[What to produce]
Copy each line in the data that includes the word "rotate".

* * * * *

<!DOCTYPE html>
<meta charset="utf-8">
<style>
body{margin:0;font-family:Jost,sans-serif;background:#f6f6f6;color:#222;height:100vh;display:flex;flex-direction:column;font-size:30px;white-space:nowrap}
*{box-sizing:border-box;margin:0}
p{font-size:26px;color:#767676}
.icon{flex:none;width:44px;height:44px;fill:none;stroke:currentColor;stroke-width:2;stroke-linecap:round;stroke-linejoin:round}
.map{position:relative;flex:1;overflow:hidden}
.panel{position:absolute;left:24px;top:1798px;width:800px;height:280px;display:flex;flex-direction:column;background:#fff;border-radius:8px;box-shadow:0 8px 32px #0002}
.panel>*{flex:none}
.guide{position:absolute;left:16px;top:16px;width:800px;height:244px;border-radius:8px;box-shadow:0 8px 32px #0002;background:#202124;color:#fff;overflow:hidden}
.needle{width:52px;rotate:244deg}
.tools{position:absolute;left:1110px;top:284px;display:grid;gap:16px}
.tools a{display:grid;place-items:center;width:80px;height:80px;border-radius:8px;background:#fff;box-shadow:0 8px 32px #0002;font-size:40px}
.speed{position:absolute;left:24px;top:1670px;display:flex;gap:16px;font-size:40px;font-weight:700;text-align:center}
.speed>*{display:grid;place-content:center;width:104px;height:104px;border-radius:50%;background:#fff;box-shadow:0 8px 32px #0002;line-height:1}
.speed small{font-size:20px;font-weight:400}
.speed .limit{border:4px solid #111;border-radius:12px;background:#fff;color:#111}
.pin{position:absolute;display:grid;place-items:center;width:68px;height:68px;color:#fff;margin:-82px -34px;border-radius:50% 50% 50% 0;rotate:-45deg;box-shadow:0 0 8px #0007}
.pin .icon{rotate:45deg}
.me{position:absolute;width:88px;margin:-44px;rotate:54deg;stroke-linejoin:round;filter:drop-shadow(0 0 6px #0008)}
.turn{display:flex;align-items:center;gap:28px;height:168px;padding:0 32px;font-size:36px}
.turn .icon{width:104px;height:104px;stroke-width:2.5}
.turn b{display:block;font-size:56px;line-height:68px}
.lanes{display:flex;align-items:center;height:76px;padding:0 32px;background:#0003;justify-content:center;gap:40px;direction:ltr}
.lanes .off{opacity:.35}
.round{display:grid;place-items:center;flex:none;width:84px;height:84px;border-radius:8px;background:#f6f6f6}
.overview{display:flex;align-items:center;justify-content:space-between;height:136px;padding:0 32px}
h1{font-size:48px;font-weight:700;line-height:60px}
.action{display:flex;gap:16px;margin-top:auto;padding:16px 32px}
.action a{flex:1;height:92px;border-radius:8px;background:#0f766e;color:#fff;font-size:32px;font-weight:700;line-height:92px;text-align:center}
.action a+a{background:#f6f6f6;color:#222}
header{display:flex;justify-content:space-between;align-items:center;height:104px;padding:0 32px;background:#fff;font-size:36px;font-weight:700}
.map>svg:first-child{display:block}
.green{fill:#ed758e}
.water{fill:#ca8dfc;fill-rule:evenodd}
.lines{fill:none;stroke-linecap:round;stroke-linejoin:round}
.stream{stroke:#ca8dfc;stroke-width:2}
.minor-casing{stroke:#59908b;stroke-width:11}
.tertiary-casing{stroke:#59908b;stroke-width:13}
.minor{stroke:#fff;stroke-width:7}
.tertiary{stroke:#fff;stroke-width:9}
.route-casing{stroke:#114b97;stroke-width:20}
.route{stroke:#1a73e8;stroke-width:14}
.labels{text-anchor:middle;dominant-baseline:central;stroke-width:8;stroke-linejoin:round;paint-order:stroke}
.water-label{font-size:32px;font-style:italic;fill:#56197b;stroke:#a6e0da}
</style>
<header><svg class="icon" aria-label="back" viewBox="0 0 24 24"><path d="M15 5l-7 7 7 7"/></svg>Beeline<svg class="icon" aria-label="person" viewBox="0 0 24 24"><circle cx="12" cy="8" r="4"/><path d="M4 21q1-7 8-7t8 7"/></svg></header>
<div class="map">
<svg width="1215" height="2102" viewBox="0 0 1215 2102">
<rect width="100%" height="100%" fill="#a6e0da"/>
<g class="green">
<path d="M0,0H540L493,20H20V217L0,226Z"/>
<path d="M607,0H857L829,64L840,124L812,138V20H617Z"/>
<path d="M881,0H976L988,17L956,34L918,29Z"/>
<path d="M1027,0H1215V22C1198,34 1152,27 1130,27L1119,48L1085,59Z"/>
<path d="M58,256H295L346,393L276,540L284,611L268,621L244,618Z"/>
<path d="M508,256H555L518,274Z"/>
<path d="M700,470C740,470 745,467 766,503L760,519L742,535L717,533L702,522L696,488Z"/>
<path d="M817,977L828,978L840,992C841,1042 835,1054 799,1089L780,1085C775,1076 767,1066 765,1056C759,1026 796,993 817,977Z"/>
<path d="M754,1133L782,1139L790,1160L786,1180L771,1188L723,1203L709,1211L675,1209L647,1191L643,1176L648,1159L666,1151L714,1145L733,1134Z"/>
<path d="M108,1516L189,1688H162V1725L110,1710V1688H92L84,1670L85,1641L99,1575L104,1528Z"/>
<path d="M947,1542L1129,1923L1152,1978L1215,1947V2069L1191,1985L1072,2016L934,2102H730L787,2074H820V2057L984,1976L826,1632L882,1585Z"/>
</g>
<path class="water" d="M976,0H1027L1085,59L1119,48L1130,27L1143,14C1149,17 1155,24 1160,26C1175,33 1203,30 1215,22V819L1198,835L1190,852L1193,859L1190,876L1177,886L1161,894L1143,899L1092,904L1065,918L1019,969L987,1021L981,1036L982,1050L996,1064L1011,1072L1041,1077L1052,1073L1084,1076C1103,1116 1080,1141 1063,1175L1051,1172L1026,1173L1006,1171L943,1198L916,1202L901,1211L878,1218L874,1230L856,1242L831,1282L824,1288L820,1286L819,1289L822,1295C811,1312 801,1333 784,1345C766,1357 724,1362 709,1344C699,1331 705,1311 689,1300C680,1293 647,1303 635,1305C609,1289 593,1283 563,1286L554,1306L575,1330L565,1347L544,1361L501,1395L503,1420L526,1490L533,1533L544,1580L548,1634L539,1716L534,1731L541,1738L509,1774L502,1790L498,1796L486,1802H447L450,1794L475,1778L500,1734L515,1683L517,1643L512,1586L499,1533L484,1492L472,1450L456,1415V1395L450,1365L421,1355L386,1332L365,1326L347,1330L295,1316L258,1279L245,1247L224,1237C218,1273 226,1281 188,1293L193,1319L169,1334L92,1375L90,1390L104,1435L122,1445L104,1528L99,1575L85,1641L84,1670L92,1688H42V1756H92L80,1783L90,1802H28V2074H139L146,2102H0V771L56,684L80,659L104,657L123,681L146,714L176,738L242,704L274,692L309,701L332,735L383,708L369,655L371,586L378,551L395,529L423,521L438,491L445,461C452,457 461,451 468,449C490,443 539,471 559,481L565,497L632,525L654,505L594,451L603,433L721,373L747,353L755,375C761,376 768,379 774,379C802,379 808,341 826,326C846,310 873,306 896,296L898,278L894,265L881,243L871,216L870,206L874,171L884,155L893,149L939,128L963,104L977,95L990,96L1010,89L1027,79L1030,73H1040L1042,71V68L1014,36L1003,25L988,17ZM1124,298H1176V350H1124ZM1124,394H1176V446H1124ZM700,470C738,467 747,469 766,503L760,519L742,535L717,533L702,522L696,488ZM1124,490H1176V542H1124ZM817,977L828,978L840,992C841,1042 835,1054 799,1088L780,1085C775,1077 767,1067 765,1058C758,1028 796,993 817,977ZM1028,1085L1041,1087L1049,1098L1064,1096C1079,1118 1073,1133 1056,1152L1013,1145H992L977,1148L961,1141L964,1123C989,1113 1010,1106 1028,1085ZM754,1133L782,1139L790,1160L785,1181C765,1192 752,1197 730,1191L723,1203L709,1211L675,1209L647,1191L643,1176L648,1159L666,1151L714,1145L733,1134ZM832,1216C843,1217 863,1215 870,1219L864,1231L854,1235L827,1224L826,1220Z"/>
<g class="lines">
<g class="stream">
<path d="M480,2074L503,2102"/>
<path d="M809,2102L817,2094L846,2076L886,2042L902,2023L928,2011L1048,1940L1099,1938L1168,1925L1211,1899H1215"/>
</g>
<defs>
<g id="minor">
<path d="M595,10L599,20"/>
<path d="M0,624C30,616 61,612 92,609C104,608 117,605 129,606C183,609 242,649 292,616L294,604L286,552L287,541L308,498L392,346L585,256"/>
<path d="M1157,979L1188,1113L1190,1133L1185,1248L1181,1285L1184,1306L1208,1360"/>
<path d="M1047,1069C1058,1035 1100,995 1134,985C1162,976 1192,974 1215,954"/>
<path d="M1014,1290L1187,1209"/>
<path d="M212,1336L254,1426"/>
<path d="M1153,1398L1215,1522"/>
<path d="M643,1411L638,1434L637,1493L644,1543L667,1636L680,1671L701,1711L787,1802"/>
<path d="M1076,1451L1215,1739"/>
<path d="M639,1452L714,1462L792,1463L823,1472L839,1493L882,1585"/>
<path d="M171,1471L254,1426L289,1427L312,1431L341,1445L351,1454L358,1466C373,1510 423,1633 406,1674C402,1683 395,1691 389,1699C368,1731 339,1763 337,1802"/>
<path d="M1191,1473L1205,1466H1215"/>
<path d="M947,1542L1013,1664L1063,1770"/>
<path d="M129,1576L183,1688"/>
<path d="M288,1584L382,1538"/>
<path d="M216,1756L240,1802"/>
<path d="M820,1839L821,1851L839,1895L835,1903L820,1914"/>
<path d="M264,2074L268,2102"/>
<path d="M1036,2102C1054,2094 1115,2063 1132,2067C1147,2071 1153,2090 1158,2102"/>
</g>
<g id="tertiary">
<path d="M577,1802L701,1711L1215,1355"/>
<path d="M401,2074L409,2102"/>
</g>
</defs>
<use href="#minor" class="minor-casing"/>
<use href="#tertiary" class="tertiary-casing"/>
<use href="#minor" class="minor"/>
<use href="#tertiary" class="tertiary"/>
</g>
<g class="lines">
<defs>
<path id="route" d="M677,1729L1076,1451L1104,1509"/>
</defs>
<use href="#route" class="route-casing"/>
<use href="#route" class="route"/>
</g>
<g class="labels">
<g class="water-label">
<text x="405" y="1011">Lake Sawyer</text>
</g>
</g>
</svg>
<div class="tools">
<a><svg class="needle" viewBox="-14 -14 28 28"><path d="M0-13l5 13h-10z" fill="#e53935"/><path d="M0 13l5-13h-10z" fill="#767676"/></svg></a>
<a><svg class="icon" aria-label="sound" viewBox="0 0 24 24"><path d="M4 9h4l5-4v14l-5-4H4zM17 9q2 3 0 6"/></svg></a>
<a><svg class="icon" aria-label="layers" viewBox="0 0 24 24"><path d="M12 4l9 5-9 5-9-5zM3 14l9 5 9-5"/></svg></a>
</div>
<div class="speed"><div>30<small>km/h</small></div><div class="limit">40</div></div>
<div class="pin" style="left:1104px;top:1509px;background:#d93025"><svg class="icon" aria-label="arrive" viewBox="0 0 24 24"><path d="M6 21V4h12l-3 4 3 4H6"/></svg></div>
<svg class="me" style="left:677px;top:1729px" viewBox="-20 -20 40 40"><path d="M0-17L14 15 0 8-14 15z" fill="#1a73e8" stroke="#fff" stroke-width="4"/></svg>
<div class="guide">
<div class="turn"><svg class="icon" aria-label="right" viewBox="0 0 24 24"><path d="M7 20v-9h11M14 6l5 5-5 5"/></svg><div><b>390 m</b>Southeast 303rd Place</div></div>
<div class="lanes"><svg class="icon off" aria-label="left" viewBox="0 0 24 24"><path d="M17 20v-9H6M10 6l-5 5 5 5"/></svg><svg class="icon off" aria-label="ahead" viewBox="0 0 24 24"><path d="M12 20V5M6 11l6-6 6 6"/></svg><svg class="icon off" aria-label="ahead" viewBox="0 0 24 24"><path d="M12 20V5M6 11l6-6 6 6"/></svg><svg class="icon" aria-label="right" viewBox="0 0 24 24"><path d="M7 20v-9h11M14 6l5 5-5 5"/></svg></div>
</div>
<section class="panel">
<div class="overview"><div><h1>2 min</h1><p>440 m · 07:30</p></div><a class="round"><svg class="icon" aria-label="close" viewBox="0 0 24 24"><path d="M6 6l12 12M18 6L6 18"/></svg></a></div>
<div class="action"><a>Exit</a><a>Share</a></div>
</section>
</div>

* * * * *

[Response to this task]
.needle{width:52px;rotate:244deg}
.pin{position:absolute;display:grid;place-items:center;width:68px;height:68px;color:#fff;margin:-82px -34px;border-radius:50% 50% 50% 0;rotate:-45deg;box-shadow:0 0 8px #0007}
.pin .icon{rotate:45deg}
.me{position:absolute;width:88px;margin:-44px;rotate:54deg;stroke-linejoin:round;filter:drop-shadow(0 0 6px #0008)}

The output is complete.